Elles soutiennent que :
— la condition tenant à l’urgence est satisfaite compte tenu de la date à laquelle la réunion doit se tenir et qui avait été annoncée publiquement par voie de tracts et d’affiches ;
— la décision du maire, en imposant pour la location de la salle de se constituer en association, et à défaut, le paiement d’une somme de 500 euros, la présence d’un agent SSIAP 1 pour assurer la sécurité incendie et la signature d’une convention de location, porte une atteinte grave et manifestement illégale à la liberté de réunion.
Vu les autres pièces du dossier ;
Vu :
— la Constitution, notamment le Préambule ;
— le code général des collectivités territoriales ;
— le code de justice administrative.
La présidente du tribunal a désigné M. G, pour statuer sur les demandes en référé.
Considérant ce qui suit :
1. Il ressort des énonciations de la requête que Mme B F et Mme D A ont pour projet d’organiser une réunion publique intitulée « Tous contre le Mercosur avec nos agriculteurs – Organisation ». Elles se sont rendues le 31 mai 2025 en mairie d’Ambert afin de réserver une salle.
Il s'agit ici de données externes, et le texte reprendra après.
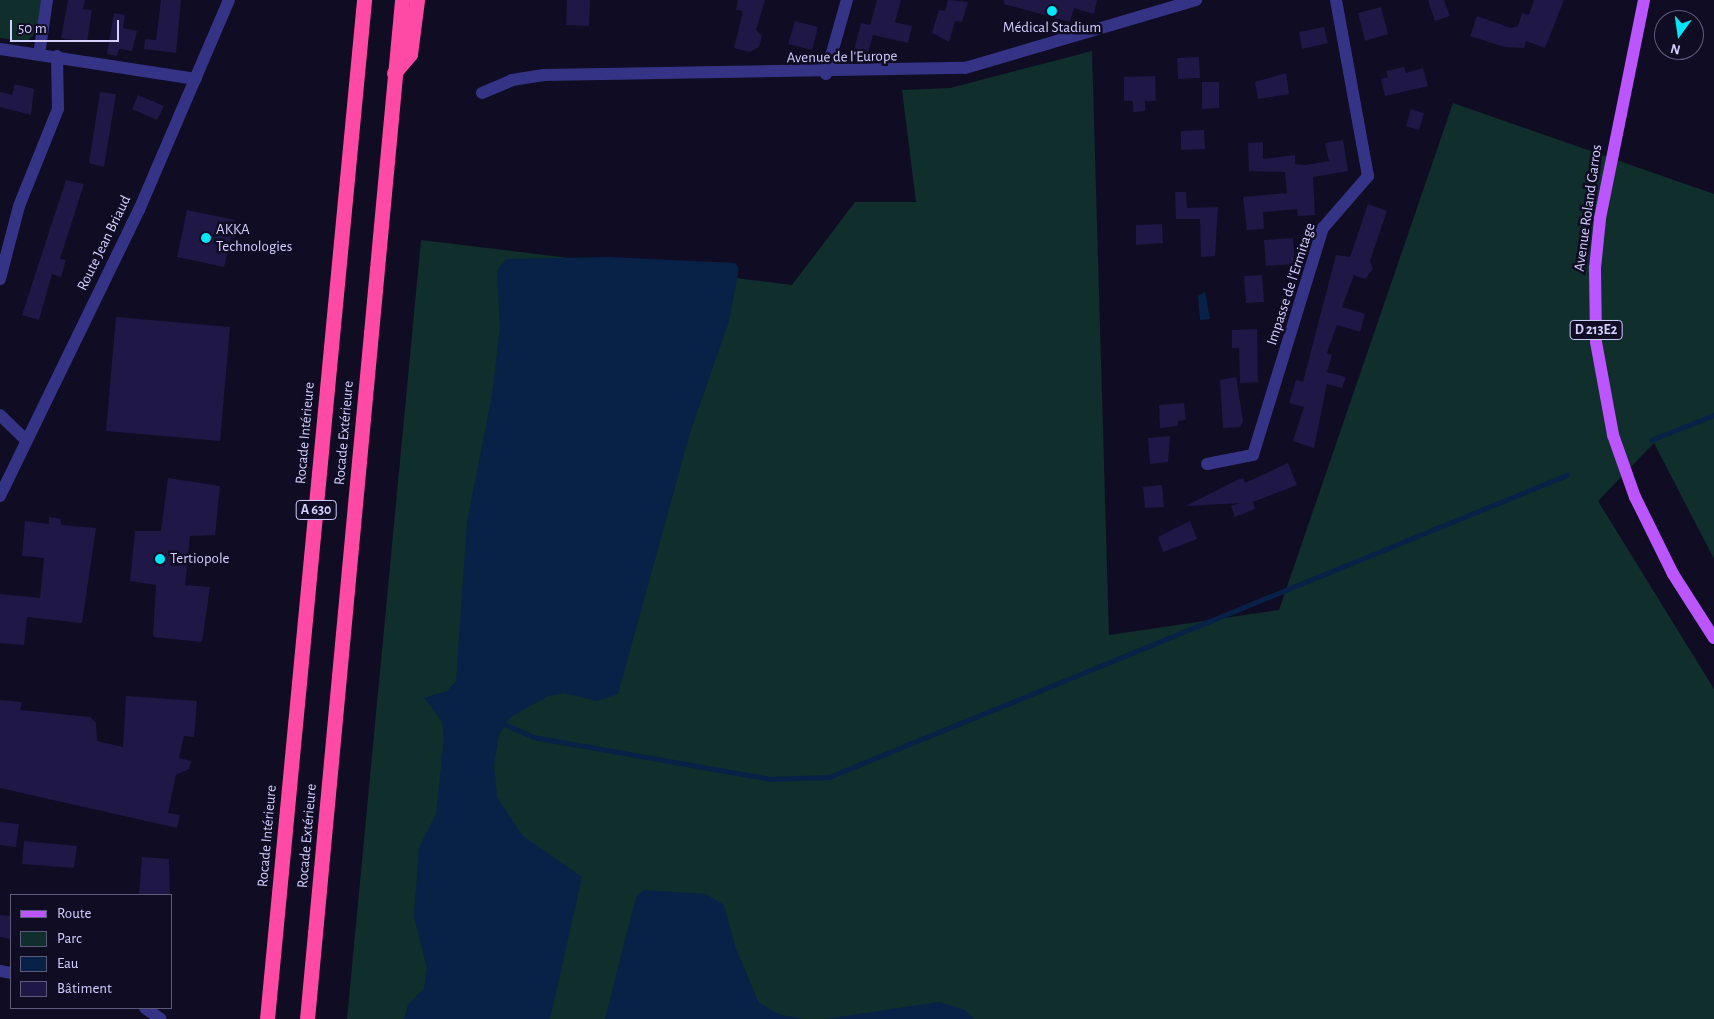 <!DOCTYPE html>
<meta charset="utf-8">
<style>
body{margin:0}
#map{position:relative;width:1714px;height:1019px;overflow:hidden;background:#100c24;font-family:"Alegreya Sans",sans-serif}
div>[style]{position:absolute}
.green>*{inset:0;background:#0f2e2c}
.water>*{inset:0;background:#082147}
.stream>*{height:4.5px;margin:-2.25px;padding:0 2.25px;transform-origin:2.25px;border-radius:2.25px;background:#082147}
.building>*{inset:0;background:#1f1746}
.minor>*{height:12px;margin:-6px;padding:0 6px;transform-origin:6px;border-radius:6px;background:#353386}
.major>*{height:12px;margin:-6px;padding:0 6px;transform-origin:6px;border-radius:6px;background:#bb56ff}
.highway>*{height:15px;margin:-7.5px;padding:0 7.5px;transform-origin:7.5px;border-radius:7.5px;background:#ff4aa5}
.dots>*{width:14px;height:14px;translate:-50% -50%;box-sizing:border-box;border:2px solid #100c24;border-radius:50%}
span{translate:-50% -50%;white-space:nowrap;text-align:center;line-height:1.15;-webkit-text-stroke:5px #100c24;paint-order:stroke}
.shield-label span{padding:1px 4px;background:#100c24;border:1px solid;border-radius:4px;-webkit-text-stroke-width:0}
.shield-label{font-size:14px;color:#d3cfff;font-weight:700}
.poi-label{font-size:15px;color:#d3cfff}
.left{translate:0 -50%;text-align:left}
.street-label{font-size:15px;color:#d3cfff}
.legend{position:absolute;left:10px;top:894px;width:162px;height:115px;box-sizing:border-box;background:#100c24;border:1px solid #5e5a7c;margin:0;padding:6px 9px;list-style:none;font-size:15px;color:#d3cfff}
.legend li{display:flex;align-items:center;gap:10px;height:25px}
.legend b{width:25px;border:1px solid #5e5a7c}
.north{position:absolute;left:1654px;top:10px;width:50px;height:50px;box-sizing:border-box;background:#100c24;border:1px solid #5e5a7c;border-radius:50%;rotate:194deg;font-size:14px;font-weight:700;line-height:20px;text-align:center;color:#d3cfff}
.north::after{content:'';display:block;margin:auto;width:18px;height:22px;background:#00e7fa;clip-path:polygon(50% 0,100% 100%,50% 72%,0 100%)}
.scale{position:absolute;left:10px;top:20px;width:109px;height:22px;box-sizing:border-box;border:2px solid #d3cfff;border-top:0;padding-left:6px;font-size:15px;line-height:18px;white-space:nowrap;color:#d3cfff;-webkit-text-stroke:4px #100c24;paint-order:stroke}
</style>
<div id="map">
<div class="green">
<i style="clip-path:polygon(0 0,42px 0,36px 33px,26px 42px,0 38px)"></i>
<i style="clip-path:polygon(1092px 51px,1109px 635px,1279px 610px,1453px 103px,1714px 194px,1714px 559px,1654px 443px,1598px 501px,1714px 689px,1714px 1019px,347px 1019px,421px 240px,792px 285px,855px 202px,916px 202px,902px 90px,950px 88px)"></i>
</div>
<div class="water">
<i style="clip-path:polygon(609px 257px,735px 263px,739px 268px,729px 321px,690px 433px,618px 694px,597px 701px,564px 693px,548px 696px,509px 718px,499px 735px,494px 765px,497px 797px,523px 836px,582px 877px,550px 1019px,404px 1019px,408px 1005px,424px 988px,427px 968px,414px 917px,419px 847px,436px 814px,444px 738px,442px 721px,424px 698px,447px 691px,456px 681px,467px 522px,492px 395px,500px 327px,497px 271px,506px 259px)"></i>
<i style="clip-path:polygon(1205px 292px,1210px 319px,1200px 320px,1198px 296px)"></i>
<i style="clip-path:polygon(644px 890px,706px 894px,724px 905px,736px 949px,759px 1003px,781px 1015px,805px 1019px,605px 1019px,636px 897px)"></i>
<i style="clip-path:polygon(939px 1002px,965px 1010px,974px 1019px,825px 1019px)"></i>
</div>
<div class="stream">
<i style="left:1651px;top:440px;width:68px;rotate:-21.6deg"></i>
<i style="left:500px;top:722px;width:36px;rotate:24deg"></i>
<i style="left:533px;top:737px;width:241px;rotate:10deg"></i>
<i style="left:770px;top:779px;width:59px;rotate:-1.9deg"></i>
<i style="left:829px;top:777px;width:797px;rotate:-22.26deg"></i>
</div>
<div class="building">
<i style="clip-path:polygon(68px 0,85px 0,83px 9px,92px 10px,87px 42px,61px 38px)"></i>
<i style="clip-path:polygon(161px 0,181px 0,176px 53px,144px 49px,145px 39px,156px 40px)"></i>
<i style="clip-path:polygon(567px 0,590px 0,589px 26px,566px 25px)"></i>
<i style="clip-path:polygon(738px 0,765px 0,756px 30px,762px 36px,759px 47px,750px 52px,734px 48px,743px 11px,736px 10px)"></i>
<i style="clip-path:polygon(877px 0,901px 0,895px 22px,912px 26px,908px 43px,873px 35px,868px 53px,854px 50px,861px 23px,870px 25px)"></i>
<i style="clip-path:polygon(948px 0,968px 2px,962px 22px,955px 21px,949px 42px,932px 33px,939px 10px,945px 11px)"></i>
<i style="clip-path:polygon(1004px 0,1097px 0,1094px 14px,1074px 8px,1070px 22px,1004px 4px)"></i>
<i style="clip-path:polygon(1428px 0,1444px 0,1450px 16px,1435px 21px)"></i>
<i style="clip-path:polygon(1534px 0,1564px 0,1545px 48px,1526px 41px,1524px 48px,1505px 47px,1470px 36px,1477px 16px,1511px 28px,1518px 26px,1522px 13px,1529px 15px)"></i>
<i style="clip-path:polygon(1381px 7px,1388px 34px,1365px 41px,1358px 13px)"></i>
<i style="clip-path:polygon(114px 13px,125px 15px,123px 28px,137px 31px,132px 51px,119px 49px,117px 56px,107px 54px)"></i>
<i style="clip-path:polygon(795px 21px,818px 27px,812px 50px,788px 44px)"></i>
<i style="clip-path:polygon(1324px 27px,1328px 43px,1302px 49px,1299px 32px)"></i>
<i style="clip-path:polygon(1199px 57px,1200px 78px,1178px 79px,1177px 58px)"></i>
<i style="clip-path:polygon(1404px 67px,1406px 73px,1423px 68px,1428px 86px,1385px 96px,1381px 79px,1388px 77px,1386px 71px)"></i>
<i style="clip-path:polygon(1286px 73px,1289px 94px,1258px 99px,1255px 82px)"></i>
<i style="clip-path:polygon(1155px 76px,1156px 101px,1145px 101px,1145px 111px,1133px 112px,1133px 101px,1124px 101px,1124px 77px)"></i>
<i style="clip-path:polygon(1202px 82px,1219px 82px,1219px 108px,1202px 109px)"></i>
<i style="clip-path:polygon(15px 84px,34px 89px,31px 115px,0 107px,0 92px,12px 95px)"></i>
<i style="clip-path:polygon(100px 92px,116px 94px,104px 167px,89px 163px)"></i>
<i style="clip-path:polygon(138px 95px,164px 106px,157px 120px,132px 109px)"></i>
<i style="clip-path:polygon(1411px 109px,1424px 113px,1419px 130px,1406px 126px)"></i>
<i style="clip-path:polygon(1204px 130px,1205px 149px,1181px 150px,1181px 131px)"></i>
<i style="clip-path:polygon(1343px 140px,1348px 171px,1313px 177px,1315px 215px,1298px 216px,1297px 209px,1263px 212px,1264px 229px,1247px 230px,1243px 197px,1287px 193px,1285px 172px,1249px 171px,1248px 143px,1263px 142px,1263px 159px,1295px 155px,1295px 164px,1306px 165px,1329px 161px,1325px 143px)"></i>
<i style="clip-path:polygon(66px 180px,84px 184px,60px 259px,66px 260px,61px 277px,52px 274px,39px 320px,22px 315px)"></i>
<i style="clip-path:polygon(1175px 192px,1186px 192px,1187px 208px,1218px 207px,1215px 256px,1201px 257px,1200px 219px,1176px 219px)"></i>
<i style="clip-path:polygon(1368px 204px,1387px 211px,1370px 261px,1373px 269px,1365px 279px,1354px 275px,1342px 307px,1365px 314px,1360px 332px,1337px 325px,1327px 353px,1332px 355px,1327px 372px,1346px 377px,1342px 388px,1327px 384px,1314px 448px,1293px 441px,1304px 407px,1289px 403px,1296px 380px,1303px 382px,1336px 255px,1350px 257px)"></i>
<i style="clip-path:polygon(187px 210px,235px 220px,224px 267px,177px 257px)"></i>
<i style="clip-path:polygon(1162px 224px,1163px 243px,1136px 245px,1136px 225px)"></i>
<i style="clip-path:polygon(1293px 238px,1295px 264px,1266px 266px,1264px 240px)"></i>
<i style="clip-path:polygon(1262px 275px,1264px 302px,1246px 303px,1244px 276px)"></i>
<i style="clip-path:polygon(116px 317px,230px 327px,220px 441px,106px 431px)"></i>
<i style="clip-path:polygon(1257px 329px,1258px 382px,1240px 383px,1239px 348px,1232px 348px,1232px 330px)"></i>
<i style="clip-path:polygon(1236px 377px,1243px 421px,1240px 427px,1223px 428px,1220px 380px)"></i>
<i style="clip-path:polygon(1184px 403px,1186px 420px,1178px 421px,1178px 426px,1160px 428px,1159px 405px)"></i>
<i style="clip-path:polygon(1170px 436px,1168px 462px,1150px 464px,1148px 438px)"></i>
<i style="clip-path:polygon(1288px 463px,1297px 485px,1253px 502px,1255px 509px,1235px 517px,1231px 506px,1240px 503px,1186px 506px,1237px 480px,1243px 478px,1245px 483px)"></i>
<i style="clip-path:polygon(168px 478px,220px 486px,215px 535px,190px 536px,185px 585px,210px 587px,202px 642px,153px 637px,156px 585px,130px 581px,135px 531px,161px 531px)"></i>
<i style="clip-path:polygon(1162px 485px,1164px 507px,1145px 508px,1143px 487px)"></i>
<i style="clip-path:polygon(49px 517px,61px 519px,61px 525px,96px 528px,82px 623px,27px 617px,24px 645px,0 643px,0 594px,40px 598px,44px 558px,22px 556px,25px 521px,49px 524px)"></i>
<i style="clip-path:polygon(1190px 521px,1197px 539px,1163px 552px,1158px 537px)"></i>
<i style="clip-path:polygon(126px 696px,197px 701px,194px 737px,184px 736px,179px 758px,191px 761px,189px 769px,176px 775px,168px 813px,180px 815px,177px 828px,0 788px,0 700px,22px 702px,20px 710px,90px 717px,96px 723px,97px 741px,123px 747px)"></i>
<i style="clip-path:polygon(0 822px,19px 824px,16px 847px,0 845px)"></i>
<i style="clip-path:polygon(24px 841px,77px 846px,74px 868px,22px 864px)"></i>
<i style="clip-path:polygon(142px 857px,169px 859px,170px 895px,139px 895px)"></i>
<i style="clip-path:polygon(0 915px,11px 916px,11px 939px,0 937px)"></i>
</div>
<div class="minor">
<i style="left:0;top:49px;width:198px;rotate:8.7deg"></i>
<i style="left:39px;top:55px;width:56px;rotate:-81.7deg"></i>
<i style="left:826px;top:74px;width:77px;rotate:-74.2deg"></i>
<i style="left:482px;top:93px;width:33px;rotate:-23deg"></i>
<i style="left:512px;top:80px;width:32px;rotate:-9deg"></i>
<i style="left:544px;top:75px;width:421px;rotate:-1deg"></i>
<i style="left:965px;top:68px;width:241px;rotate:-16.4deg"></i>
<i style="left:0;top:279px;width:75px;rotate:-75.4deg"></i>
<i style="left:19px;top:206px;width:105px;rotate:-68.1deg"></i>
<i style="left:58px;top:109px;width:53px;rotate:-91.1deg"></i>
<i style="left:0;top:415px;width:37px;rotate:44deg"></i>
<i style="left:1207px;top:464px;width:47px;rotate:-11.1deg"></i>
<i style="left:1253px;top:455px;width:238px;rotate:-72.9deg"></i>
<i style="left:1323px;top:228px;width:69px;rotate:-49.1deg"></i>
<i style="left:1368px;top:176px;width:179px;rotate:-100.3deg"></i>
<i style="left:0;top:496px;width:318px;rotate:-64.1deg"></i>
<i style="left:139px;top:210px;width:228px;rotate:-66.8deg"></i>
<i style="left:0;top:971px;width:11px;rotate:10deg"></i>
<i style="left:145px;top:1008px;width:19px;rotate:35deg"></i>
</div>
<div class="major">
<i style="left:1644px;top:0;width:223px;rotate:101.4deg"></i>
<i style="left:1600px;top:219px;width:49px;rotate:95.8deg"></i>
<i style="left:1595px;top:268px;width:74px;rotate:89.2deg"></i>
<i style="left:1596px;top:342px;width:95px;rotate:79.6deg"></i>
<i style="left:1613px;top:435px;width:66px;rotate:70.5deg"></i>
<i style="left:1635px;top:497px;width:86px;rotate:63.7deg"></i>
<i style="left:1673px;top:574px;width:76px;rotate:57.4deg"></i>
</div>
<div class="highway">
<i style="left:394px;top:73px;width:25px;rotate:-50deg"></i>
<i style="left:410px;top:54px;width:54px;rotate:-82.6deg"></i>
<i style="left:267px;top:1019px;width:1024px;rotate:-84.56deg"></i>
<i style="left:307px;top:1019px;width:1023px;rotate:-84.67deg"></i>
</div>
<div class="dots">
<i style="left:1052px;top:11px;background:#00e7fa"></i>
<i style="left:206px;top:238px;background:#00e7fa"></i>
<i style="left:160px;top:559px;background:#00e7fa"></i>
</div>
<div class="shield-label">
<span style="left:1596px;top:330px">D 213E2</span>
<span style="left:316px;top:510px">A 630</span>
</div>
<div class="poi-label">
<span style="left:1052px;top:28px">Médical Stadium</span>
<span class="left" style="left:216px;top:238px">AKKA<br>Technologies</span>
<span class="left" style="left:170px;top:559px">Tertiopole</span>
</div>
<div class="street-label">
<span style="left:842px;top:57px;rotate:-1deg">Avenue de l'Europe</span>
<span style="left:1588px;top:208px;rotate:-82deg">Avenue Roland Garros</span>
<span style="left:104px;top:243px;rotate:-64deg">Route Jean Briaud</span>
<span style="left:1291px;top:284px;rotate:-72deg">Impasse de l'Ermitage</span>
<span style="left:305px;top:433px;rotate:-85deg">Rocade Intérieure</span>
<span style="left:344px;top:433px;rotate:-85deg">Rocade Extérieure</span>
<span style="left:267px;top:836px;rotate:-85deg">Rocade Intérieure</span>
<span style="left:307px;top:836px;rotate:-85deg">Rocade Extérieure</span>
</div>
<ul class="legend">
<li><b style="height:6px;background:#bb56ff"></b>Route</li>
<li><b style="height:14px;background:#0f2e2c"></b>Parc</li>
<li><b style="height:14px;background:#082147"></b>Eau</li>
<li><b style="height:14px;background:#1f1746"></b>Bâtiment</li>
</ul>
<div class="north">N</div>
<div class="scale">50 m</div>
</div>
L’agent administratif qui les a reçues leur a alors précisé que la salle municipale de réunion publique désignée sous le nom « C de conférence – Ambert en scène » sise 10, rue Blaise Pascal était disponible le samedi 28 juin 2025. Elles ont alors procédé à la déclaration de la réunion publique sur le site de la commune le jour même dont il a été accusé réception. Un échange de courriels est intervenu entre les intéressées et les services de la commune sur les conditions de réservation de la salle. A cette occasion, Mme F et Mme D A ont précisé que la location était faite pour le compte d’une association et ont été informées des conditions de la location de la salle, à savoir notamment le paiement d’une redevance de 500 euros. Estimant les conditions imposées pour la location de la salle illégale, Mme F et Mme A demandent au juge des référés, sur le fondement des dispositions de l’article L. 521-2 du code de justice administrative d’ordonner au maire d’Ambert de mettre à leur disposition cette salle municipale.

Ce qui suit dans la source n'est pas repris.